Travel spots in Lithuania

Markučiai Manor - wooden manor estate with a park in Vilnius

Markučiai Manor in Vilnius is a wooden manor residence built in 1867, with an authentic nineteenth-century interior, park, ponds, St Barbara Chapel, and a newly rethought story of Russian imperial heritage.

Place

Vilnius City Municipality

Region

Vilnius

Type

nineteenth-century wooden manor estate, park, and Vilnius Museum branch

Address

Subačiaus g. 124, Vilnius

Coordinates

54.67400, 25.32561

Visit duration

1-2 hours

Best time

a quiet weekday, or a spring or autumn walk through the park

Names and variants

Markučiai Manor Museum, Alexander Pushkin Literary Museum, Markučiai Park

Markučiai Manor: why the place is interesting today

Markučiai Manor is a quieter Vilnius site set away from the main old-town flow. The key here is not a grand representational palace facade, but an authentic wooden suburban manor house, a park, ponds, and a fairly complex memory story.

The official Vilnius Museum page emphasises that Markučiai Manor is now a branch of the Vilnius City Museum.

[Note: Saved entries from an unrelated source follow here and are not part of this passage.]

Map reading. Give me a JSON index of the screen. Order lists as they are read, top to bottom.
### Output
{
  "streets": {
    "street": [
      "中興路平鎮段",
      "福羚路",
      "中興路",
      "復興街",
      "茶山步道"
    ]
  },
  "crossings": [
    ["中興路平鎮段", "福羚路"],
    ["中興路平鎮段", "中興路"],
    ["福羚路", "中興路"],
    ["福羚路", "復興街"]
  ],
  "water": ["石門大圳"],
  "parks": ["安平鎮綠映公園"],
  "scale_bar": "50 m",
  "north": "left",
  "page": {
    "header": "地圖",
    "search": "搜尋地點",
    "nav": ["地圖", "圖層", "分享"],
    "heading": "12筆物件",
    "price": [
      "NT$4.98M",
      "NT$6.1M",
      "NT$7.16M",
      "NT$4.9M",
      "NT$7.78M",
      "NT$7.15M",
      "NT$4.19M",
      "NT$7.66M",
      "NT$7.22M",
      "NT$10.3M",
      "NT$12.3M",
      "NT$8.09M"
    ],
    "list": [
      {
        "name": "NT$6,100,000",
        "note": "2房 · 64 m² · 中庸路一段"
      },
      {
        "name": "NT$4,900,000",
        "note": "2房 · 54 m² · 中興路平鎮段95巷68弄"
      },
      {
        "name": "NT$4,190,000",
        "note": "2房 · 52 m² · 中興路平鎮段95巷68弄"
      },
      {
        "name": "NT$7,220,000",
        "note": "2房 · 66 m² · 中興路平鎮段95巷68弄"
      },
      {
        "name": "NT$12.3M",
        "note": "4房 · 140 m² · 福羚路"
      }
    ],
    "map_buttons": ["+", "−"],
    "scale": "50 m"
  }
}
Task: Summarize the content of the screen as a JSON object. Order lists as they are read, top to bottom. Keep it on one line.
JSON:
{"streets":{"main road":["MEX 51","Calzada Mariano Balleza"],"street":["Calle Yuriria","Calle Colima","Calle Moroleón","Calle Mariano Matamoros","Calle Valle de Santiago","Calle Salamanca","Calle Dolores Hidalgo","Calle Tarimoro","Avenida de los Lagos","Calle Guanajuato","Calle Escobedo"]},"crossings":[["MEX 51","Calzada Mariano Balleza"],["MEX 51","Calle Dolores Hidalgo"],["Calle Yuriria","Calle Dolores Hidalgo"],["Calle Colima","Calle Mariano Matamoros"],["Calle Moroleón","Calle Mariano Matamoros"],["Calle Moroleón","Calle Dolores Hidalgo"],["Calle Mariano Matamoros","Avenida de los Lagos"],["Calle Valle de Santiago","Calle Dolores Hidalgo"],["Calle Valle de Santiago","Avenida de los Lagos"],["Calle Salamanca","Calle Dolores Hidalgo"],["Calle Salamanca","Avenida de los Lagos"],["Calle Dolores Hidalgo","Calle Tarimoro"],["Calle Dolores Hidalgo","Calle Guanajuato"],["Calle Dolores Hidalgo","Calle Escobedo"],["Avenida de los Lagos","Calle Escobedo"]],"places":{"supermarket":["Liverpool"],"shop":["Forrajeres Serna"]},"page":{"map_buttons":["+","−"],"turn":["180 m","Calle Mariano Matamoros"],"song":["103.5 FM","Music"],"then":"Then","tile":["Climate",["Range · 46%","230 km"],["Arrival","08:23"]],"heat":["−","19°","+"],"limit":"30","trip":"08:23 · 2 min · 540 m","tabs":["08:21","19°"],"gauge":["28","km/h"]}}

It was previously called Markučiai Manor Museum and the Alexander Pushkin Literary Museum, but today's museum consciously distances itself from the Soviet-era Pushkin museum legacy and turns attention to the contested heritage of the Russian Empire in Vilnius.

The 1867 wooden manor house

The main object is the wooden residential house built in 1867. Vilnius Museum states that its layout has survived unchanged for more than 150 years, and that late-nineteenth-century interior elements remain inside: furniture, dishes, books, and artworks.

It is one of the few Lithuanian manors whose furniture and household objects were not scattered during the war and postwar years. Markučiai is therefore valuable not only as a family story, but also as a material fragment of nineteenth-century manor everyday life.

Aleksejus Melnikovas and the start of the manor

The official history states that in 1867 engineer-general Aleksejus Melnikovas, one of the builders of the St Petersburg-Warsaw railway line, bought land in Markučiai from Polish landowner and physician Ignacy Godlewski. Construction of the manor began the same year and was completed within a year.

Alongside the residence, auxiliary buildings were built: a servants' house, stables, and a carriage house. The working part of the estate was downhill, with an orchard, ponds, orangery, icehouse, wine cellar, croquet lawn, and other elements that show nineteenth-century manor life.

Varvara Pushkina and Grigory Pushkin

In 1875, Melnikovas gave Markučiai Manor to his daughter Varvara as her dowry. In 1880 she met Grigory Pushkin, the younger son of Alexander Pushkin and Natalia Pushkina, in St Petersburg, and in 1883 the couple married in Vilnius.

After marriage, Varvara and Grigory lived between different places for a time, but in 1899 they sold the Mikhailovskoye estate and moved permanently to Markučiai. This family story shaped the museum's identity for a long time, but today it is told more widely: as part of Vilnius, imperial culture, manor economy, and twentieth-century politics.

Park, chapel, and manor ensemble

The official Markučiai Manor description states that the ensemble consists of the residence, an 18 ha park with ponds, St Barbara Chapel, and the family cemetery beside it. It is worth giving time not only to the interior, but also to the surrounding landscape.

During the nineteenth-century manor period, the park was carefully maintained, several ponds lay within it, an orangery held exotic plants, and summer houses and wooden villas later appeared on the manor lands. Today the park helps explain why Markučiai was not only a house, but also a suburban landscape.

The Soviet Pushkin museum and today's reinterpretation

Vilnius Museum states that the manor was nationalised in 1940, and Soviet authorities decided to create a museum here. The first exhibition in the institution named the Alexander Pushkin Literary Museum was created in 1946-1948, and during the Soviet period Pushkin's figure was interpreted politically according to the ideology of the time.

The Alexander Pushkin museum at Markučiai operated until 2023. That year it became Markučiai Manor Museum, and in 2025 it was incorporated into Vilnius City Museum as one of its branches. This change matters for visitors: today the place does not simply honour one literary figure, but analyses a wider and more contested heritage.

How to plan a visit

Markučiai Manor is at Subačiaus g. 124. The official page states that you can arrive on foot, by bicycle, by car, or by buses 10 and 13, getting off at the Markučiai stop. Parking is on the Pavilnio Street side.

One practical detail matters: steep stairs lead from the public-transport stop and car park to the manor, and the second floor is accessible only by stairs. Wheelchair movement is possible on the ground floor, and museum staff can help with a mobile ramp if needed.

Because Markučiai joined Vilnius City Museum in 2025, check the official branch page before travelling. After a museum reorganisation, visiting conditions and temporary closures can change more often than the manor's history.